Where does the string "down" occur in the records below? Copy every line that holds it.

■ Provided data ■
^^^^^^^^
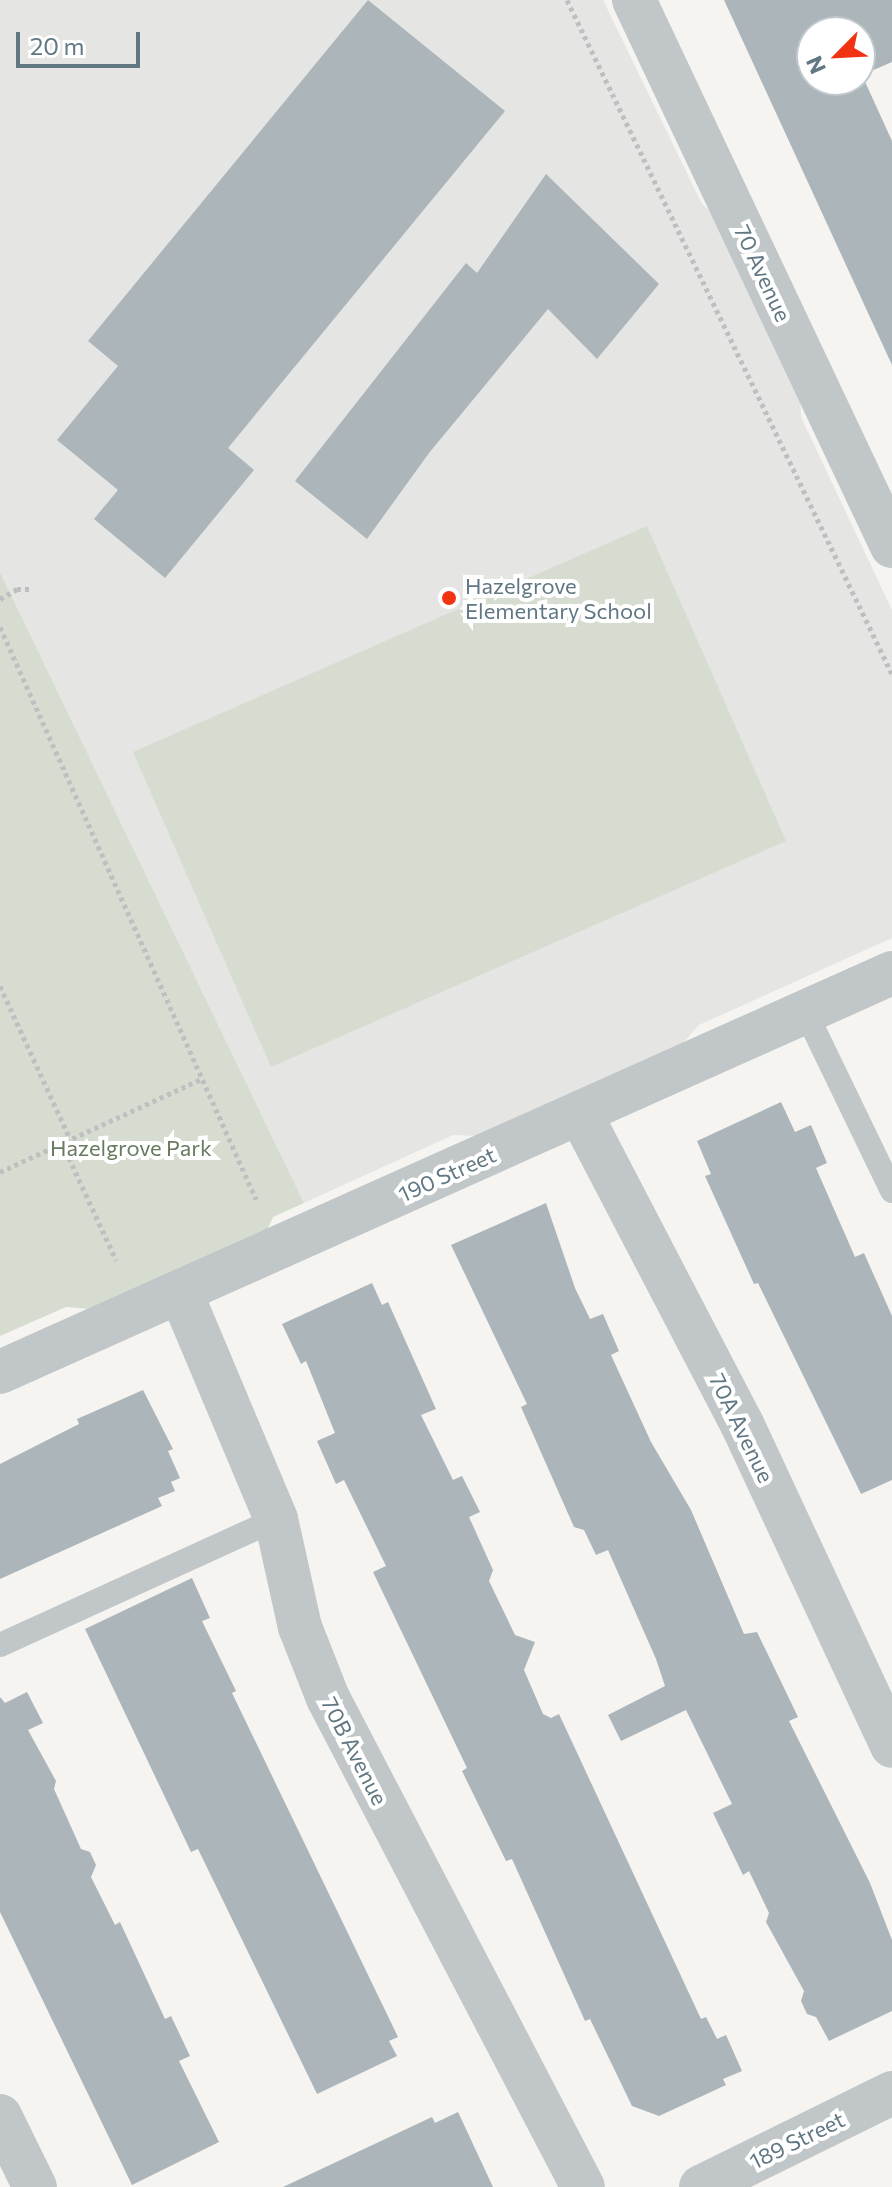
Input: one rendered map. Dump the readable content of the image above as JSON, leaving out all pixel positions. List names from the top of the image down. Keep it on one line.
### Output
{"streets":{"street":["70 Avenue","190 Street","70A Avenue","70B Avenue","189 Street"]},"crossings":[["190 Street","70A Avenue"],["190 Street","70B Avenue"]],"parks":["Hazelgrove Park"],"places":["Hazelgrove Elementary School"],"scale_bar":"20 m","north":"bottom left"}
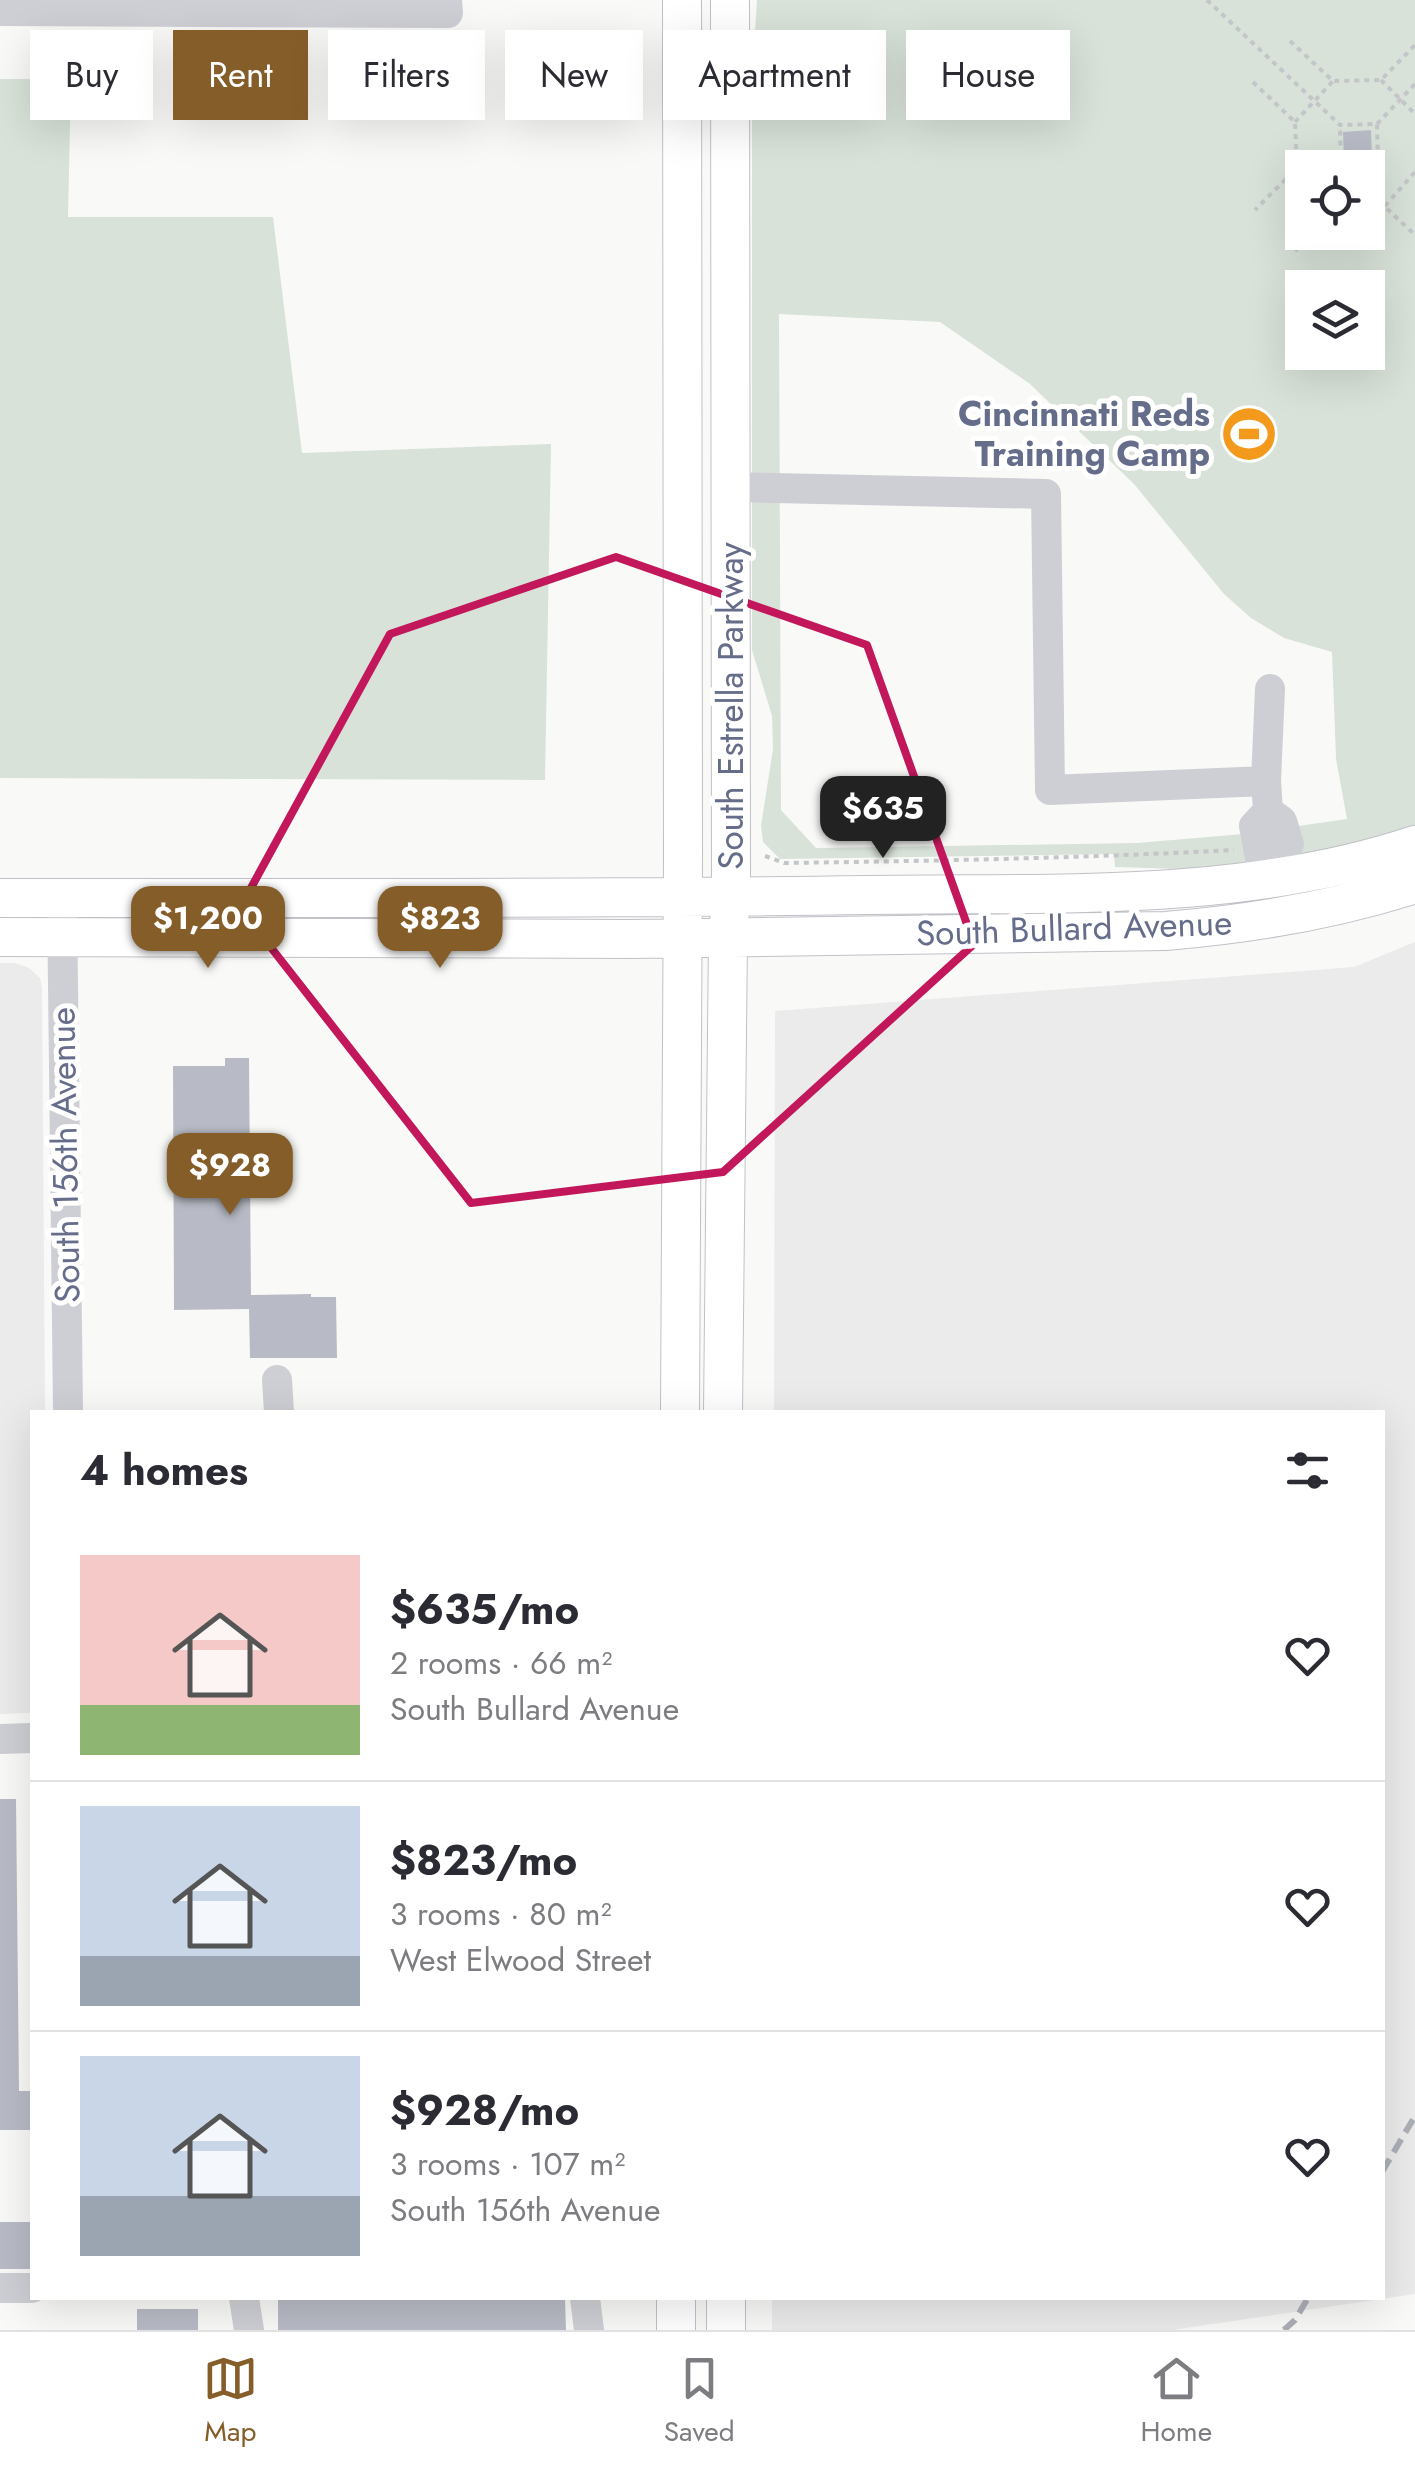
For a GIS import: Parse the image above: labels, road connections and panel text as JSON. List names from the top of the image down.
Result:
{
  "streets": {
    "main road": ["South Estrella Parkway", "South Bullard Avenue"],
    "street": ["South 156th Avenue"]
  },
  "crossings": [
    ["South Estrella Parkway", "South Bullard Avenue"],
    ["South Bullard Avenue", "South 156th Avenue"]
  ],
  "places": {
    "sports": ["Cincinnati Reds Training Camp"]
  },
  "page": {
    "chip": [
      "Buy",
      "Rent",
      "Filters",
      "New",
      "Apartment",
      "House"
    ],
    "price": [
      "$635",
      "$1,200",
      "$823",
      "$928"
    ],
    "heading": "4 homes",
    "list": [
      {
        "name": "$635/mo",
        "note": "2 rooms · 66 m² · South Bullard Avenue"
      },
      {
        "name": "$823/mo",
        "note": "3 rooms · 80 m² · West Elwood Street"
      },
      {
        "name": "$928/mo",
        "note": "3 rooms · 107 m² · South 156th Avenue"
      }
    ],
    "tabs": ["Map", "Saved", "Home"]
  }
}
^^^^^^^^
■ Solution ■
Input: one rendered map. Dump the readable content of the image above as JSON, leaving out all pixel positions. List names from the top of the image down. Keep it on one line.
For a GIS import: Parse the image above: labels, road connections and panel text as JSON. List names from the top of the image down.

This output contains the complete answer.